Brief
Although the entries contain pictures, repeat only their words, exactly as written.

------------------------------------------------

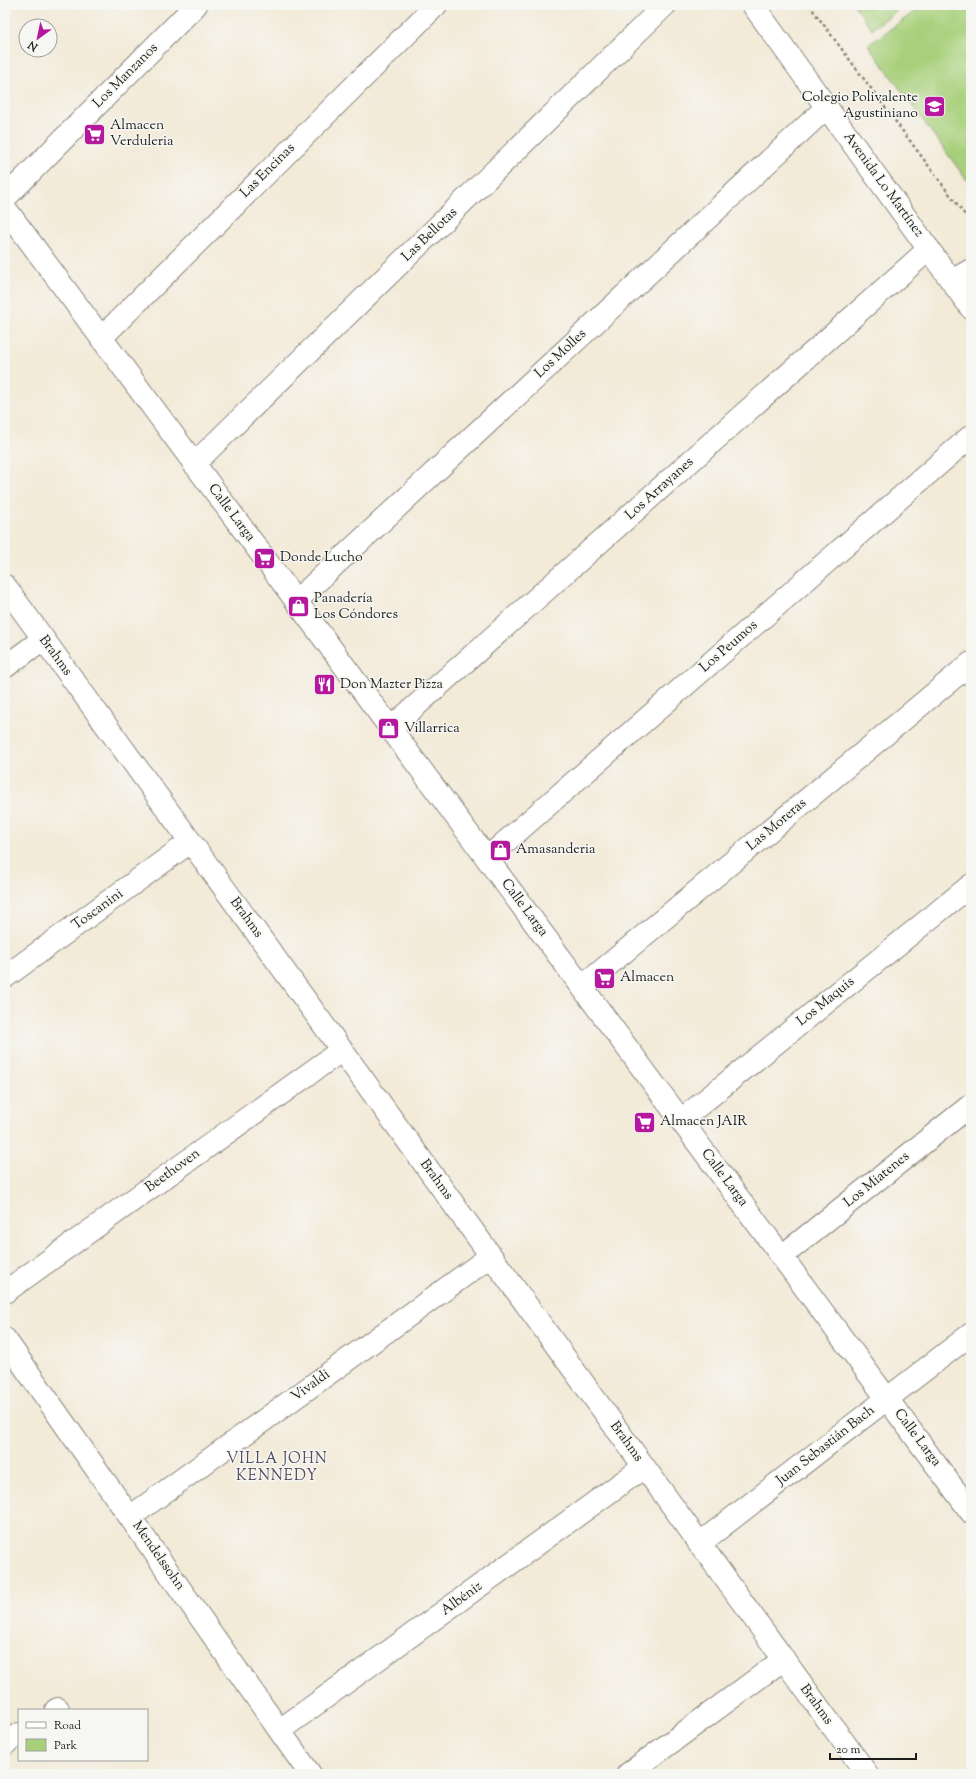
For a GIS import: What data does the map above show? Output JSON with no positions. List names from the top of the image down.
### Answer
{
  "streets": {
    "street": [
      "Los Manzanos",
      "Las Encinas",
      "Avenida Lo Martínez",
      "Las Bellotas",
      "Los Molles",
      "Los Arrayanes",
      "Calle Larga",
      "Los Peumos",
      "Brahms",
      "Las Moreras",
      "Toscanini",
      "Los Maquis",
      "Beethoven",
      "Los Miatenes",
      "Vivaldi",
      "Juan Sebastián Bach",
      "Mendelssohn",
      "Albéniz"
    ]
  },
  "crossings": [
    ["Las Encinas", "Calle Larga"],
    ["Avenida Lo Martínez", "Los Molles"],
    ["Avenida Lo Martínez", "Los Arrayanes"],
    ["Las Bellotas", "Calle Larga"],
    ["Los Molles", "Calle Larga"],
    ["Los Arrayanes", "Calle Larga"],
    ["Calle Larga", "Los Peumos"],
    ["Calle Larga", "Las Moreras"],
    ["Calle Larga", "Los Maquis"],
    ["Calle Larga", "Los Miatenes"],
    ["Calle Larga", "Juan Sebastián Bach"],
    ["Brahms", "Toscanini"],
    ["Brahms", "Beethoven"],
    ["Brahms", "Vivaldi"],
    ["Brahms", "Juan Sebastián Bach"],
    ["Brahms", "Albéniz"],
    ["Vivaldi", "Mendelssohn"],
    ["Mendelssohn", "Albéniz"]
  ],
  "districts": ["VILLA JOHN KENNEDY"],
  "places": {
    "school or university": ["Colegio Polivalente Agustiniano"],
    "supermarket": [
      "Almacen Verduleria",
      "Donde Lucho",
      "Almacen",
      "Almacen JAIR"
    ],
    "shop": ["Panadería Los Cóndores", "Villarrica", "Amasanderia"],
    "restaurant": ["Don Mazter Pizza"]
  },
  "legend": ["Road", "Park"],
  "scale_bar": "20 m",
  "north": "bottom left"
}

------------------------------------------------

Output
For a GIS import: What data does the map above show? Output JSON with no positions. List names from the top of the image down.
### Answer
{
  "streets": {
    "street": [
      "Los Manzanos",
      "Las Encinas",
      "Avenida Lo Martínez",
      "Las Bellotas",
      "Los Molles",
      "Los Arrayanes",
      "Calle Larga",
      "Los Peumos",
      "Brahms",
      "Las Moreras",
      "Toscanini",
      "Los Maquis",
      "Beethoven",
      "Los Miatenes",
      "Vivaldi",
      "Juan Sebastián Bach",
      "Mendelssohn",
      "Albéniz"
    ]
  },
  "crossings": [
    ["Las Encinas", "Calle Larga"],
    ["Avenida Lo Martínez", "Los Molles"],
    ["Avenida Lo Martínez", "Los Arrayanes"],
    ["Las Bellotas", "Calle Larga"],
    ["Los Molles", "Calle Larga"],
    ["Los Arrayanes", "Calle Larga"],
    ["Calle Larga", "Los Peumos"],
    ["Calle Larga", "Las Moreras"],
    ["Calle Larga", "Los Maquis"],
    ["Calle Larga", "Los Miatenes"],
    ["Calle Larga", "Juan Sebastián Bach"],
    ["Brahms", "Toscanini"],
    ["Brahms", "Beethoven"],
    ["Brahms", "Vivaldi"],
    ["Brahms", "Juan Sebastián Bach"],
    ["Brahms", "Albéniz"],
    ["Vivaldi", "Mendelssohn"],
    ["Mendelssohn", "Albéniz"]
  ],
  "districts": ["VILLA JOHN KENNEDY"],
  "places": {
    "school or university": ["Colegio Polivalente Agustiniano"],
    "supermarket": [
      "Almacen Verduleria",
      "Donde Lucho",
      "Almacen",
      "Almacen JAIR"
    ],
    "shop": ["Panadería Los Cóndores", "Villarrica", "Amasanderia"],
    "restaurant": ["Don Mazter Pizza"]
  },
  "legend": ["Road", "Park"],
  "scale_bar": "20 m",
  "north": "bottom left"
}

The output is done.